§ WHAT NEEDS TO BE DONE
Filter the listing below, copying every line in which the word "direction" appears.

(DATA EXCERPTS Opens)

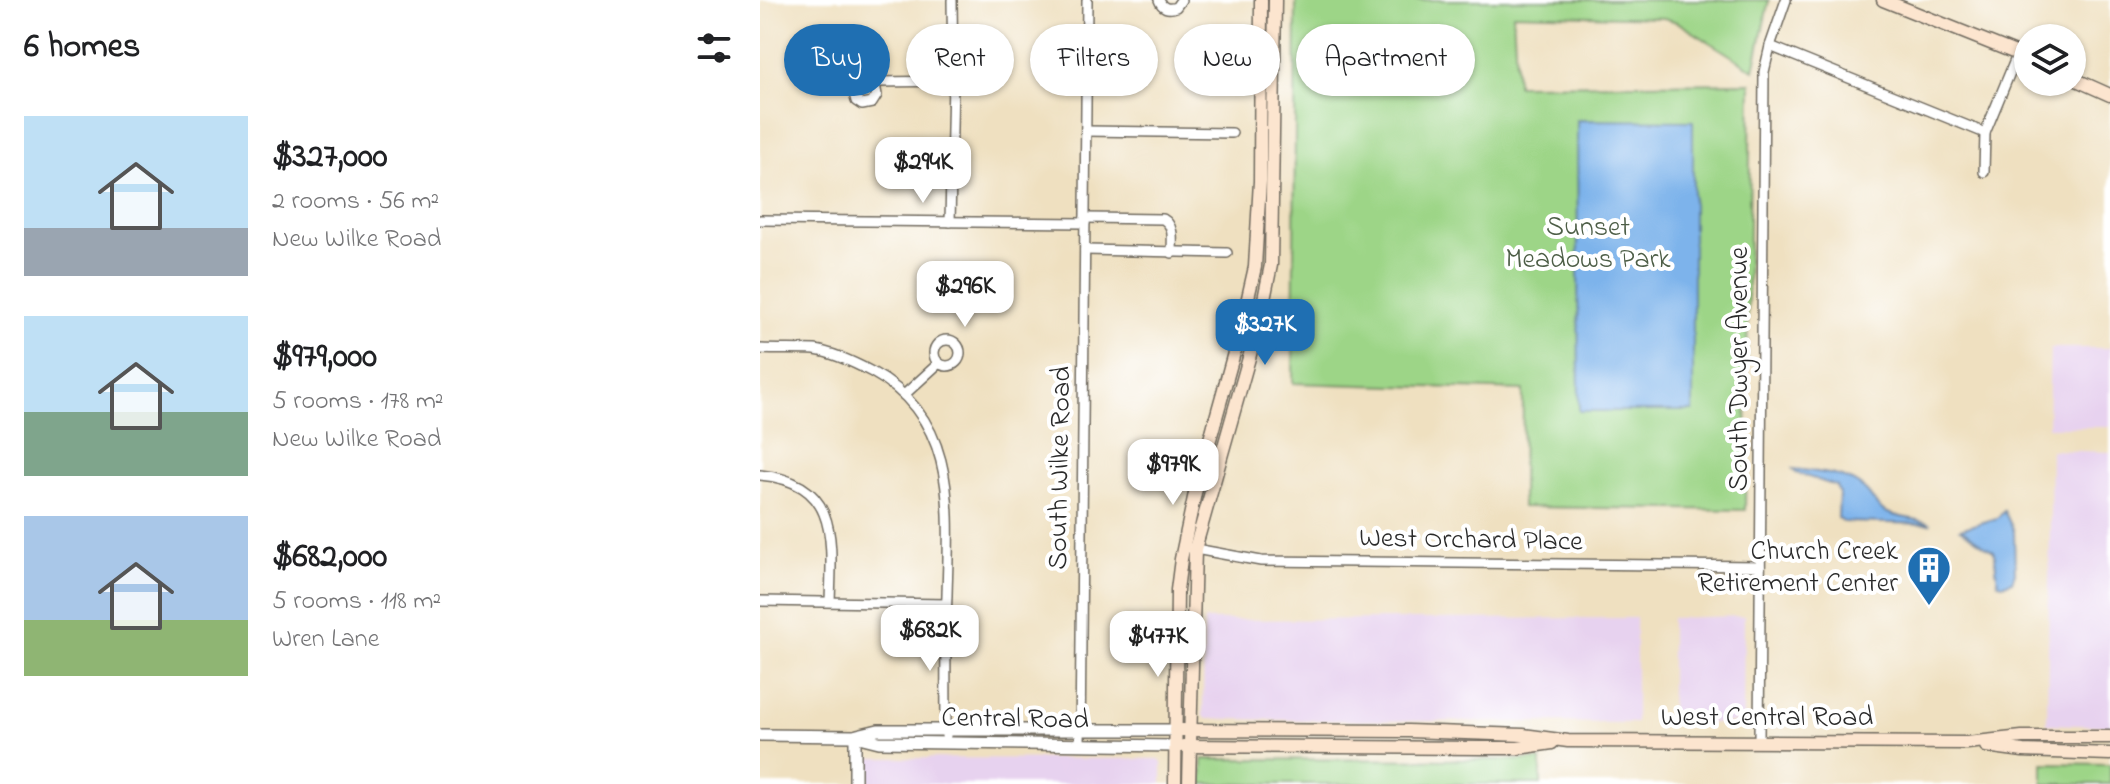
<!DOCTYPE html>
<html lang="en">
<head>
<meta charset="utf-8">
<style>
  body { margin:0; font-family:"Indie Flower",sans-serif; background:#f6f6f6; color:#202124; height:100vh; display:flex; flex-direction:column; font-size:30px; white-space:nowrap }
  * { box-sizing:border-box; margin:0 }
  p { font-size:26px; color:#757577 }
  .icon { flex:none; width:44px; height:44px; fill:none; stroke:currentColor; stroke-width:2; stroke-linecap:round; stroke-linejoin:round }
  .map { position:relative; flex:1; overflow:hidden }
  .sheet { display:flex; flex-direction:column; background:#fff; width:760px }
  .sheet>* { flex:none }
  .guide { position:absolute; left:24px; top:24px; width:760px; height:72px; display:flex; gap:16px }
  .tools { position:absolute; left:1254px; top:24px; display:grid; gap:16px }
  .tools a { display:grid; place-items:center; width:72px; height:72px; border-radius:50%; background:#fff; box-shadow:0 2px 6px #0004; font-size:40px }
  .price { position:absolute; translate:-50% -68px; padding:0 18px; border-radius:16px; background:#fff; color:#222; font-size:26px; line-height:52px; filter:drop-shadow(0 2px 4px #0008) }
  .price::after { content:''; position:absolute; left:50%; top:48px; width:24px; height:18px; margin-left:-12px; background:inherit; clip-path:polygon(0 0,100% 0,50% 100%) }
  .price.on { background:#1f6fb2; color:#fff }
  ul { padding:0; list-style:none }
  li { display:flex; align-items:center; gap:24px; height:200px; padding:0 24px }
  li span { display:grid; place-items:center; flex:none; width:224px; height:160px; border-radius:0px; color:#555 }
  li>.icon { margin-inline-start:auto }
  span .icon { width:96px; height:96px; fill:#fffc; stroke-width:1 }
  li b { font-size:34px }
  h2 { display:flex; justify-content:space-between; align-items:center; height:96px; padding:0 24px; font-size:34px }
  .chip { padding:0 28px; border-radius:36px; background:#fff; box-shadow:0 2px 6px #0004; font-size:28px; line-height:72px }
  .chip.on { background:#1f6fb2; color:#fff }
  main { display:flex; flex:1; min-height:0 }
  .map>svg:first-child { display:block }
</style>
</head>
<body>
<main>
<section class="sheet">
<h2>6 homes<svg class="icon" aria-label="filters" viewBox="0 0 24 24"><path d="M4 7h16M4 17h16"/><circle cx="9" cy="7" r="2"/><circle cx="15" cy="17" r="2"/></svg></h2>
<ul>
<li><span style="background:linear-gradient(#bfe0f5 70%,#9aa5b1 0)"><svg class="icon" aria-label="home" viewBox="0 0 24 24"><path d="M3 11l9-7 9 7M6 9v11h12V9"/></svg></span><div><b>$327,000</b><p>2 rooms · 56 m²</p><p>New Wilke Road</p></div></li>
<li><span style="background:linear-gradient(#bfe0f5 60%,#7fa58c 0)"><svg class="icon" aria-label="home" viewBox="0 0 24 24"><path d="M3 11l9-7 9 7M6 9v11h12V9"/></svg></span><div><b>$979,000</b><p>5 rooms · 178 m²</p><p>New Wilke Road</p></div></li>
<li><span style="background:linear-gradient(#a9c7e8 65%,#8fb573 0)"><svg class="icon" aria-label="home" viewBox="0 0 24 24"><path d="M3 11l9-7 9 7M6 9v11h12V9"/></svg></span><div><b>$682,000</b><p>5 rooms · 118 m²</p><p>Wren Lane</p></div></li>
</ul>
</section>
<div class="map">
<svg width="1350" height="784" viewBox="0 0 1350 784">
  <rect width="100%" height="100%" fill="#fff"/>
  <filter id="ink" filterUnits="userSpaceOnUse"><feTurbulence type="fractalNoise" baseFrequency=".0125" numOctaves="2"/><feDisplacementMap in="SourceGraphic" scale="16" xChannelSelector="R" yChannelSelector="G"/><feConvolveMatrix kernelMatrix="1 2 1 2 8 2 1 2 1" color-interpolation-filters="sRGB"/></filter>
  <filter id="wash" filterUnits="userSpaceOnUse"><feTurbulence type="fractalNoise" baseFrequency=".006" numOctaves="4" result="noise"/><feDisplacementMap in="SourceGraphic" scale="32" xChannelSelector="R" yChannelSelector="G"/><feGaussianBlur stdDeviation="1.8" result="paint"/><feColorMatrix in="noise" values="0 0 0 0 0 0 0 0 0 0 0 0 0 0 0 0 0 1.4 0 .05"/><feComposite in="paint" operator="in"/></filter>
  <g filter="url(#wash)">
    <rect width="100%" height="100%" fill="#efe0c0"/>
    <g fill="#e7d2ef">
      <path d="M 1290,348 L 1350,348 L 1350,427 L 1288,427 Z"/>
      <path d="M 1291,450 L 1350,452 L 1350,726 L 1287,724 Z"/>
      <path d="M 984,616 L 983,722 L 911,724 L 911,618 Z"/>
      <path d="M 876,618 L 876,723 L 447,719 L 443,716 L 444,620 Z"/>
      <path d="M 109,758 L 399,759 L 402,762 L 402,784 L 109,784 Z"/>
    </g>
    <g fill="#9dd587" stroke="#648059" stroke-width="2">
      <path d="M 536,0 L 1009,0 L 994,70 L 917,22 L 904,18 L 753,14 L 757,85 L 991,83 L 985,510 L 762,507 L 763,390 L 533,383 Z"/>
      <path d="M 443,759 L 781,760 L 781,784 L 442,784 Z"/>
      <path d="M 1283,763 L 1350,764 L 1350,784 L 1283,784 Z"/>
    </g>
    <g fill="#7db3eb" stroke="#546f8b" stroke-width="2">
      <path d="M 817,120 L 933,121 L 933,411 L 819,411 Z"/>
      <path d="M 1033,469 C 1056,472 1089,473 1106,491 C 1114,499 1116,508 1128,513 C 1142,519 1158,518 1171,524 L 1083,522 L 1078,518 L 1079,494 L 1076,486 L 1036,473 Z"/>
      <path d="M 1244,511 L 1254,531 L 1255,573 L 1252,581 L 1244,584 L 1238,583 L 1234,551 C 1221,545 1213,536 1200,529 L 1237,518 Z"/>
    </g>
  </g>
  <g filter="url(#ink)">
    <g fill="none" stroke-linecap="round" stroke-linejoin="round">
      <g stroke="#706a5f" stroke-width="12">
        <g id="minor">
          <path d="M 399,0 C 402,8 408,10 416,7 L 421,0"/>
          <path d="M 1010,46 L 1225,133"/>
          <path d="M 115,85 L 117,95 L 112,103 L 102,105 L 96,101 L 93,90 L 102,81 L 115,85 L 119,82 L 193,81"/>
          <path d="M 326,131 L 472,133"/>
          <path d="M 1224,172 L 1225,133 L 1258,53"/>
          <path d="M 325,218 L 403,219 C 415,226 412,240 412,253"/>
          <path d="M 0,220 L 325,223"/>
          <path d="M 190,222 L 193,81 L 192,0"/>
          <path d="M 325,250 L 467,253"/>
          <circle cx="187" cy="353" r="13"/>
          <path d="M 0,349 C 18,350 37,349 55,350 C 75,353 95,363 112,372 C 199,419 189,510 187,595 C 185,642 186,689 186,736"/>
          <path d="M 144,395 L 179,363"/>
          <path d="M 0,475 C 79,482 72,539 70,601"/>
          <path d="M 430,548 L 501,561 L 1000,566"/>
          <path d="M 0,601 L 186,604"/>
          <path d="M 999,741 L 1004,72 L 1010,46 L 1026,0"/>
          <path d="M 320,745 L 327,0"/>
        </g>
      </g>
      <g stroke="#706a5f" stroke-width="14">
        <g id="tertiary">
          <path d="M 0,735 L 95,736 L 119,742 L 415,746"/>
          <path d="M 97,735 L 118,730 L 415,730"/>
          <path d="M 95,736 L 95,784"/>
        </g>
      </g>
      <g stroke="#706a5f" stroke-width="15">
        <g id="secondary">
          <path d="M 1123,0 L 1268,58"/>
          <path d="M 1312,78 L 1350,95"/>
          <path d="M 415,730 L 648,731 L 763,735 L 808,741 L 1207,743 L 1262,737 L 1350,737"/>
          <path d="M 423,746 L 722,748 L 758,748 L 792,743"/>
          <path d="M 1226,746 L 1263,751 L 1350,754"/>
          <path d="M 415,784 L 417,590 L 421,559 L 435,493 L 482,324 L 495,267 L 500,181 L 501,0"/>
          <path d="M 429,784 L 435,549 L 500,319 L 511,265 L 515,0"/>
        </g>
      </g>
      <use href="#minor" stroke="#fff" stroke-width="9"/>
      <use href="#tertiary" stroke="#fff" stroke-width="11"/>
      <use href="#secondary" stroke="#fce5cf" stroke-width="12"/>
    </g>
  </g>
  <defs>
    <g id="building-pin" transform="scale(2.3)"><path d="M0 17L-7.5 6A9.5 9.5 0 1 1 7.5 6Z" fill="#1f6fb2" stroke="#fff"/><path d="M-4-6H4V6H1V3H-1V6H-4ZM-2.5-4.3h1.7v1.8h-1.7ZM.8-4.3h1.7v1.8H.8ZM-2.5-1h1.7V.8h-1.7ZM.8-1h1.7V.8H.8Z" fill="#fff"/></g>
  </defs>
  <g fill-rule="evenodd">
    <use href="#building-pin" x="1169" y="568"/>
  </g>
  <g text-anchor="middle" dominant-baseline="central" stroke-width="8" stroke-linejoin="round" paint-order="stroke">
    <g font-size="28" fill="#4d5e47" stroke="#fff">
      <text x="828" y="228">Sunset<tspan x="828" dy="32">Meadows Park</tspan></text>
    </g>
    <g font-size="28" fill="#2b2b2b" stroke="#fff">
      <text transform="translate(980 369) rotate(-90)">South Dwyer Avenue</text>
      <text transform="translate(301 468) rotate(-89)">South Wilke Road</text>
      <text transform="translate(711 541) rotate(1)">West Orchard Place</text>
      <text x="1007" y="718">West Central Road</text>
      <text transform="translate(255 720) rotate(1)">Central Road</text>
    </g>
    <g font-size="28" fill="#2b2b2b" stroke="#fff" text-anchor="end">
      <text x="1138" y="552">Church Creek<tspan x="1138" dy="32">Retirement Center</tspan></text>
    </g>
  </g>
</svg>
<div class="tools">
<a><svg class="icon" aria-label="layers" viewBox="0 0 24 24"><path d="M12 4l9 5-9 5-9-5zM3 14l9 5 9-5"/></svg></a>
</div>
<b class="price" style="left:163px;top:205px">$294K</b>
<b class="price" style="left:205px;top:329px">$296K</b>
<b class="price on" style="left:505px;top:367px">$327K</b>
<b class="price" style="left:413px;top:507px">$979K</b>
<b class="price" style="left:170px;top:673px">$682K</b>
<b class="price" style="left:398px;top:679px">$477K</b>
<div class="guide">
<a class="chip on">Buy</a>
<a class="chip">Rent</a>
<a class="chip">Filters</a>
<a class="chip">New</a>
<a class="chip">Apartment</a>
</div>
</div>
</main>
</body>
</html>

(DATA EXCERPTS Closes)

§ SOLUTION BELOW
  body { margin:0; font-family:"Indie Flower",sans-serif; background:#f6f6f6; color:#202124; height:100vh; display:flex; flex-direction:column; font-size:30px; white-space:nowrap }
  .sheet { display:flex; flex-direction:column; background:#fff; width:760px }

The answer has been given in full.